# What needs to be done
All of the data is to be written out again exactly, without the pictures.

Collected data:
▬▬▬▬▬▬▬▬▬▬

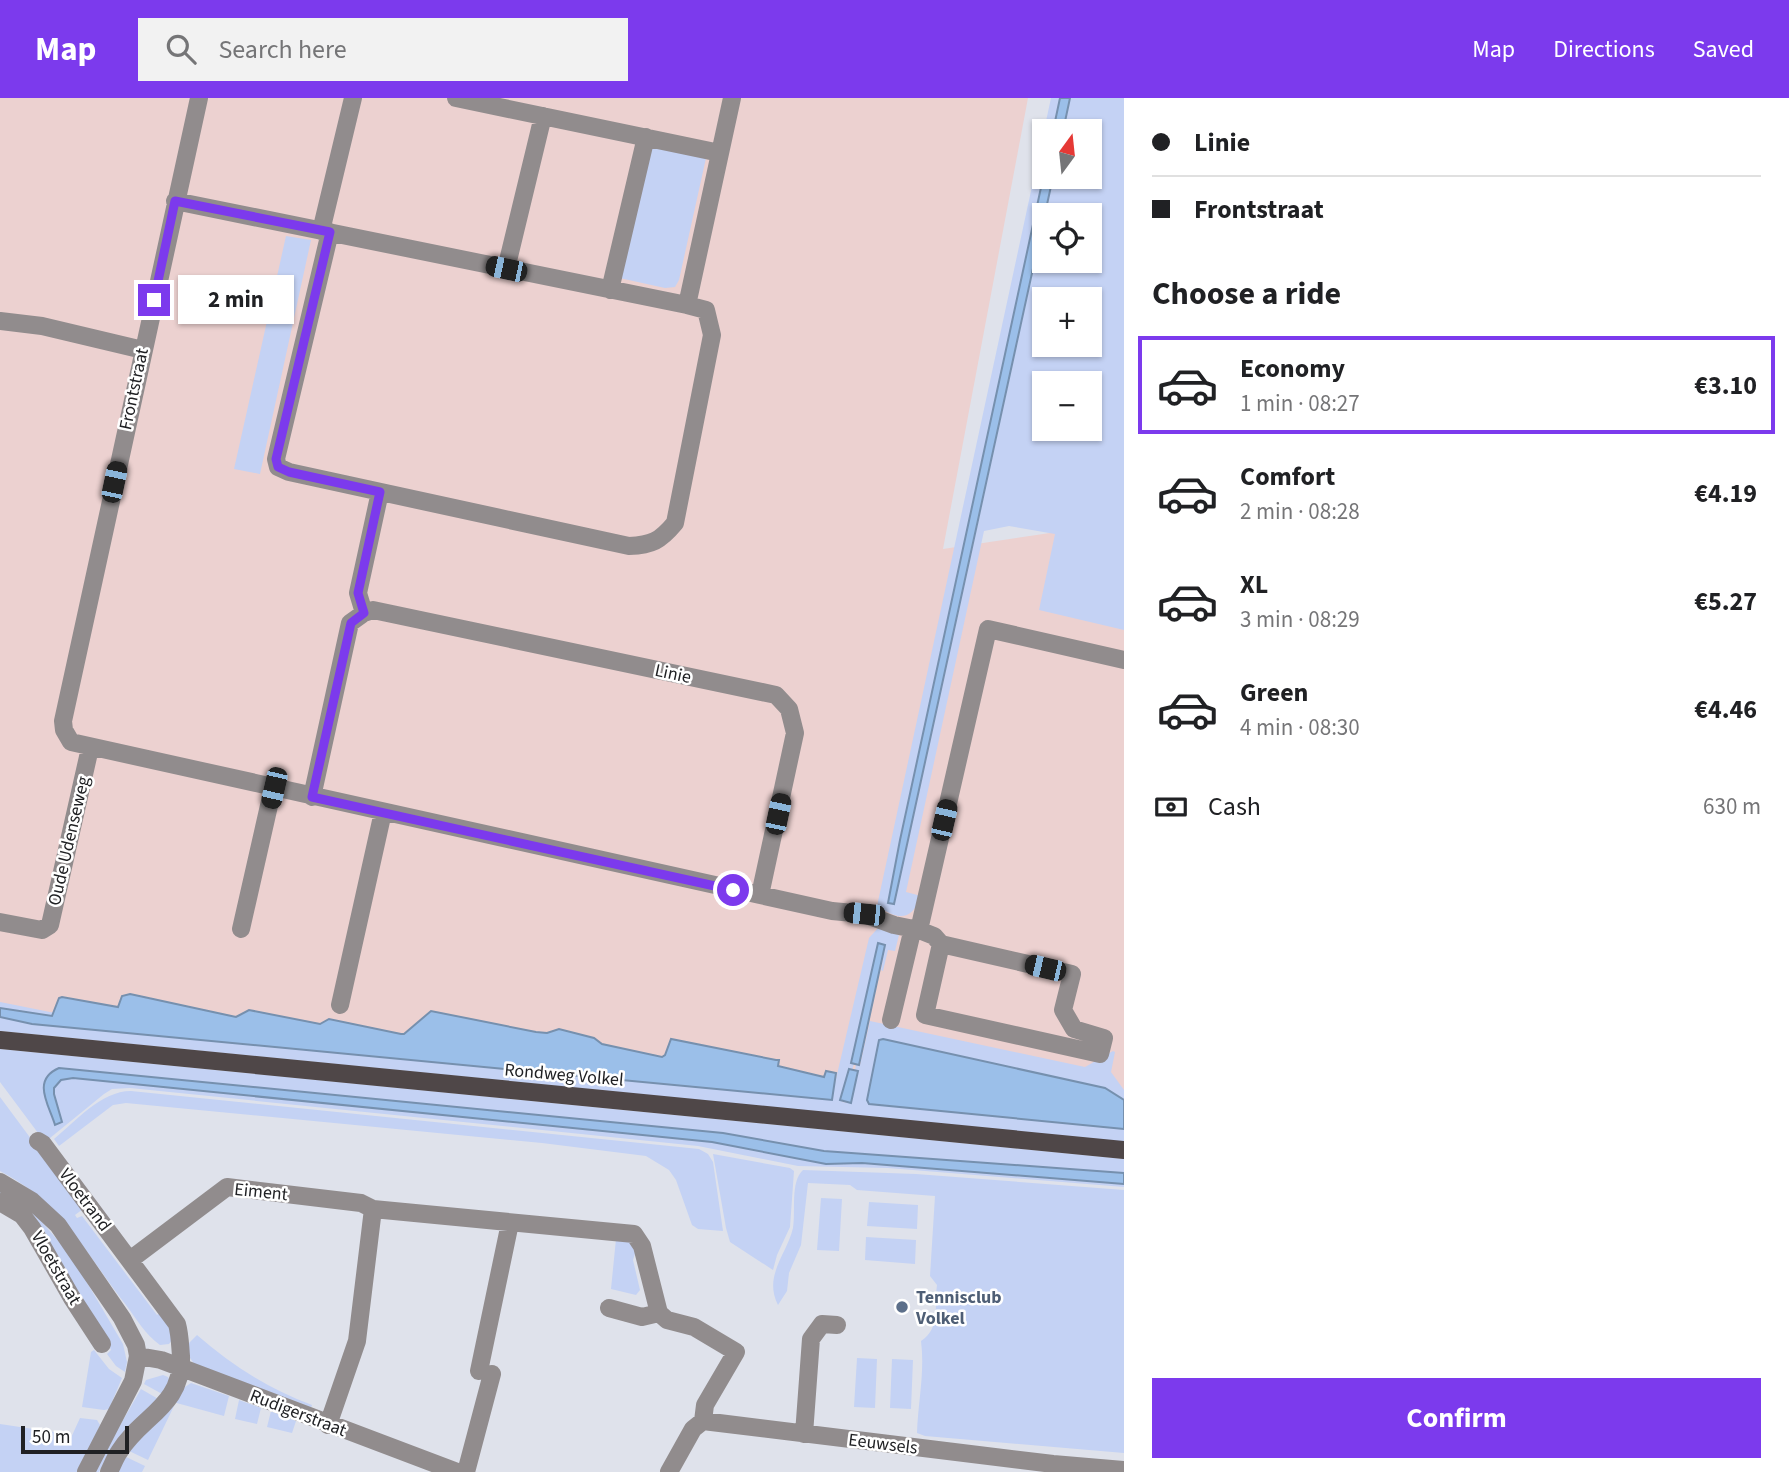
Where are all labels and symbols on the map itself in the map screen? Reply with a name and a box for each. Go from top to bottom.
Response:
north arrow [1032,119,1102,189]
car [484,254,529,284]
callout: 2 min [178,276,294,325]
route end [138,284,170,316]
street label: Frontstraat [113,346,155,432]
car [100,459,129,505]
street label: Linie [653,658,693,690]
car [260,765,289,811]
street label: Oude Udenseweg [42,774,96,908]
car [764,791,793,837]
car [930,797,959,843]
route start [717,874,749,906]
car [843,901,886,927]
car [1023,953,1068,983]
street label: Rondweg Volkel [503,1057,625,1093]
street label: Vloetrand [53,1163,117,1237]
street label: Eiment [233,1177,289,1207]
street label: Vloetstraat [25,1227,87,1309]
place label: Tennisclub Volkel [915,1285,1002,1331]
marker: Tennisclub Volkel [894,1299,910,1315]
street label: Rudigerstraat [246,1383,350,1443]
scale bar [21,1423,130,1455]
street label: Eeuwsels [847,1427,919,1461]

▬▬▬▬▬▬▬▬▬▬

# Exercise output
Where are all labels and symbols on the map itself in the map screen? Reply with a name and a box for each. Go from top to bottom.
Response:
north arrow [1032,119,1102,189]
car [484,254,529,284]
callout: 2 min [178,276,294,325]
route end [138,284,170,316]
street label: Frontstraat [113,346,155,432]
car [100,459,129,505]
street label: Linie [653,658,693,690]
car [260,765,289,811]
street label: Oude Udenseweg [42,774,96,908]
car [764,791,793,837]
car [930,797,959,843]
route start [717,874,749,906]
car [843,901,886,927]
car [1023,953,1068,983]
street label: Rondweg Volkel [503,1057,625,1093]
street label: Vloetrand [53,1163,117,1237]
street label: Eiment [233,1177,289,1207]
street label: Vloetstraat [25,1227,87,1309]
place label: Tennisclub Volkel [915,1285,1002,1331]
marker: Tennisclub Volkel [894,1299,910,1315]
street label: Rudigerstraat [246,1383,350,1443]
scale bar [21,1423,130,1455]
street label: Eeuwsels [847,1427,919,1461]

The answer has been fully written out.